Data to examine below:

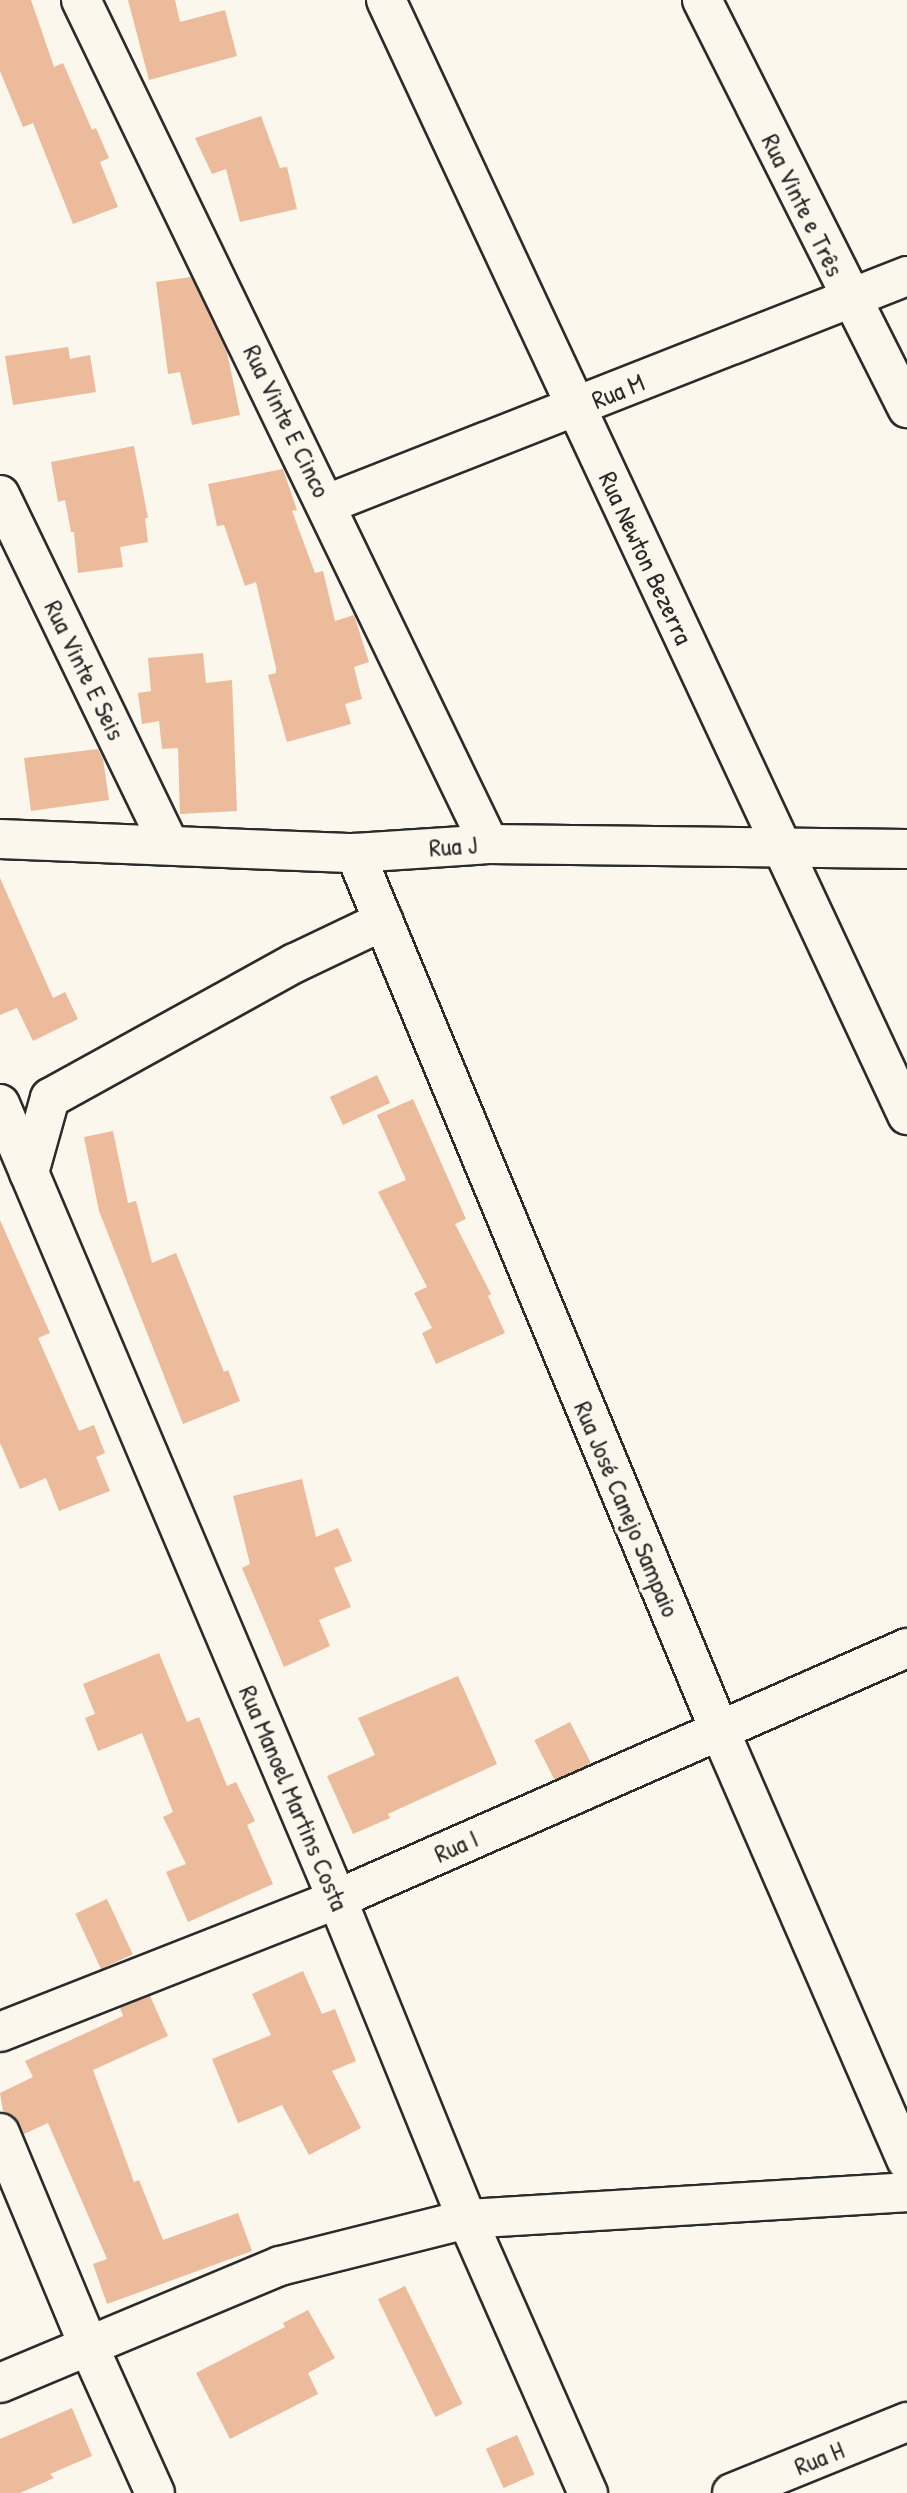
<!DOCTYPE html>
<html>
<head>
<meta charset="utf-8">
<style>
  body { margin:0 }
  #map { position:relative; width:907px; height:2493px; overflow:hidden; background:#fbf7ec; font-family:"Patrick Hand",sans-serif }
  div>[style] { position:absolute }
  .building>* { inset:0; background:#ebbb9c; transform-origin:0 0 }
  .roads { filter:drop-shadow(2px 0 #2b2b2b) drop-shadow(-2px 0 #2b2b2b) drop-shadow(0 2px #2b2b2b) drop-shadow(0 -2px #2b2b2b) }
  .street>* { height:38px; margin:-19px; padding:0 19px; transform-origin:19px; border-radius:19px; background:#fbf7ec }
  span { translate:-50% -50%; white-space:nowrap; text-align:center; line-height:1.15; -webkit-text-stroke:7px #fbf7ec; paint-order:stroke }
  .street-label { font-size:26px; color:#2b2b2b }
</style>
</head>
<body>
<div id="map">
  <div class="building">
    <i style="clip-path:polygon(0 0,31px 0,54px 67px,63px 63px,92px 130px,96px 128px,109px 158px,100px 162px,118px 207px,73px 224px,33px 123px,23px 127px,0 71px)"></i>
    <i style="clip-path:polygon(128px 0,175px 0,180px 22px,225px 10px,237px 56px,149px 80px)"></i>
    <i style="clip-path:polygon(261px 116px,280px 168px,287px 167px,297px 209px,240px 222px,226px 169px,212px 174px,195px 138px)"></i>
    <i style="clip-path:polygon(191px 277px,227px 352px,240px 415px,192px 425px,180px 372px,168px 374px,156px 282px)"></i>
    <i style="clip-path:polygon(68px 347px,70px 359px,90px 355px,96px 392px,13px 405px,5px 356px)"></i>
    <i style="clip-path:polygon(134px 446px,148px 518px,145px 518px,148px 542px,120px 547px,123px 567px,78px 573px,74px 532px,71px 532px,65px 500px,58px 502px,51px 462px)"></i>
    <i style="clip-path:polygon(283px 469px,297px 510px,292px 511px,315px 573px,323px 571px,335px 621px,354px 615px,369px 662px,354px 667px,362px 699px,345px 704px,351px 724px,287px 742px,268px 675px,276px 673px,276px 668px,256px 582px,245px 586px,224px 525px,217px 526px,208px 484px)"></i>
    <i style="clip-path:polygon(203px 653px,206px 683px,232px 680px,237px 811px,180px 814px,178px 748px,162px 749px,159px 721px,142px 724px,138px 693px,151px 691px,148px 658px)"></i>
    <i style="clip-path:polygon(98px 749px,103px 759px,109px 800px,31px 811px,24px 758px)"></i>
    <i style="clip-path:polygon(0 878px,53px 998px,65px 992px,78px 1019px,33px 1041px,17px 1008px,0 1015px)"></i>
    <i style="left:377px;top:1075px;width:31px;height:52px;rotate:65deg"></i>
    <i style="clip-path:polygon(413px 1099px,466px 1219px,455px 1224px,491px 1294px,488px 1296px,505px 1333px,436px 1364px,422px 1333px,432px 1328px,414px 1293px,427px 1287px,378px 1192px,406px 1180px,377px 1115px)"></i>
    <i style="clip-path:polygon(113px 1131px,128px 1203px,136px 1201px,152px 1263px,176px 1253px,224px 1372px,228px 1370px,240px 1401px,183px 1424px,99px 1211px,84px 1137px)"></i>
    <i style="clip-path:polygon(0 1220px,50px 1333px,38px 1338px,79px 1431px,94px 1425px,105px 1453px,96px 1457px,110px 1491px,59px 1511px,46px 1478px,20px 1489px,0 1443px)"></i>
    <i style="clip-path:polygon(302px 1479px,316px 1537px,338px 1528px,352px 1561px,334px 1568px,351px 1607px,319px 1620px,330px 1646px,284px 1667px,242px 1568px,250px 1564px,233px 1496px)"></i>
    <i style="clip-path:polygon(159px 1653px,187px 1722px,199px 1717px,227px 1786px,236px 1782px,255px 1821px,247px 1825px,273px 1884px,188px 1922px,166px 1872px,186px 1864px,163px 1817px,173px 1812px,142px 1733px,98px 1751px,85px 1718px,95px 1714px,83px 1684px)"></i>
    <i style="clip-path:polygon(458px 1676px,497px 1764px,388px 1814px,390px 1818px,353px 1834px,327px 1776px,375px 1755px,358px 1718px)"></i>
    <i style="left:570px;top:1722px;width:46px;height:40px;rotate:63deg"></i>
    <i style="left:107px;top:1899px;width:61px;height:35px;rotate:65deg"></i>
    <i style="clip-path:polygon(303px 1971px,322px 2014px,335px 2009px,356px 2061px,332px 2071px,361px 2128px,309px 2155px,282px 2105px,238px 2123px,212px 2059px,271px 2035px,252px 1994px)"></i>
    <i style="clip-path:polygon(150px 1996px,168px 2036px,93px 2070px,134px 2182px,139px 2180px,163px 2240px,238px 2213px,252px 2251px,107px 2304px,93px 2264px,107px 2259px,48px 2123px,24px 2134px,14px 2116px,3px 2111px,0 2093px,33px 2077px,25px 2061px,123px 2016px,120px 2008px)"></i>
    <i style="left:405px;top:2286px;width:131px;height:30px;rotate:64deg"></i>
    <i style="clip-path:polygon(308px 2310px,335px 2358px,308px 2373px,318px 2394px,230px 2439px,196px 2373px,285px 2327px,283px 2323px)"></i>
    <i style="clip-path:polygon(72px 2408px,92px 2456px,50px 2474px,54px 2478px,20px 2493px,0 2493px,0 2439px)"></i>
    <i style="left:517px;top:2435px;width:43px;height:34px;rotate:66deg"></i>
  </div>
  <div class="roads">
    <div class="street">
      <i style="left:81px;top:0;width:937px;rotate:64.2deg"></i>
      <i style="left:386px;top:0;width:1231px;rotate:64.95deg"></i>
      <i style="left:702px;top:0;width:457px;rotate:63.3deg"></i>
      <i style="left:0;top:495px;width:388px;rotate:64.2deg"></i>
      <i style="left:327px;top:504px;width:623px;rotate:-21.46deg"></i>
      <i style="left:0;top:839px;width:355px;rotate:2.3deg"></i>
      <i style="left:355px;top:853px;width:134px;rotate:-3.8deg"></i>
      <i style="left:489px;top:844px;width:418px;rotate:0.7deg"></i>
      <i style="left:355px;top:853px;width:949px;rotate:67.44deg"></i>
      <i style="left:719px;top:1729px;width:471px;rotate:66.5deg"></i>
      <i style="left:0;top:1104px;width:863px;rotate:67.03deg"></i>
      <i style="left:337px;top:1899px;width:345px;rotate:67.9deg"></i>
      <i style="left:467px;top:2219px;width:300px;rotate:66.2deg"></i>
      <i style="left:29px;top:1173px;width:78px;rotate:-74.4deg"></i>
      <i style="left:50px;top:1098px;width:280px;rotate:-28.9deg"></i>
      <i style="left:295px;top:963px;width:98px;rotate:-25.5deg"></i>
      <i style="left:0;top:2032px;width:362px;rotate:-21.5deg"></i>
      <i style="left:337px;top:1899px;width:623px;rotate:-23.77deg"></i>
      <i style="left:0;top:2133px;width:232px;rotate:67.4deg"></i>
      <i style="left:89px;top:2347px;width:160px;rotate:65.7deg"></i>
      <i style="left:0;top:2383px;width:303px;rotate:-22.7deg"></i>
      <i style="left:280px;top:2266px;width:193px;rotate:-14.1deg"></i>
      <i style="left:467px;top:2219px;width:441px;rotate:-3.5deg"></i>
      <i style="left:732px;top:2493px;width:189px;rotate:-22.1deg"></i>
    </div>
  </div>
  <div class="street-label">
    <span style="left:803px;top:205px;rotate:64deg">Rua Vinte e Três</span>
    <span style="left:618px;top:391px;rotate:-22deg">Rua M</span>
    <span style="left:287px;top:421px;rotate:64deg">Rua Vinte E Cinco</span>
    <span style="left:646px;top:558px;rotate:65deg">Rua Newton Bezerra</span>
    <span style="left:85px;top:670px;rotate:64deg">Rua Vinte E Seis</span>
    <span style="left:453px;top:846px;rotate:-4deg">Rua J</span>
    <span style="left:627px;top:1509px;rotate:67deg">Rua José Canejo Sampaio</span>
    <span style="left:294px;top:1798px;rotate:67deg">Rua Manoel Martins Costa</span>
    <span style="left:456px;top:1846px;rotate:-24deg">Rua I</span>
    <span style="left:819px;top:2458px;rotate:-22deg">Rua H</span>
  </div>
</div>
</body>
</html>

End of Data to examine.

## Exercise objective
Please write out exactly, and only, the lines from the beginning of the entries through the line containing "position:relative; width:907px; height:2493px;", including both and skipping all pictures.

## Output for this task
<!DOCTYPE html>
<html>
<head>
<meta charset="utf-8">
<style>
  body { margin:0 }
  #map { position:relative; width:907px; height:2493px; overflow:hidden; background:#fbf7ec; font-family:"Patrick Hand",sans-serif }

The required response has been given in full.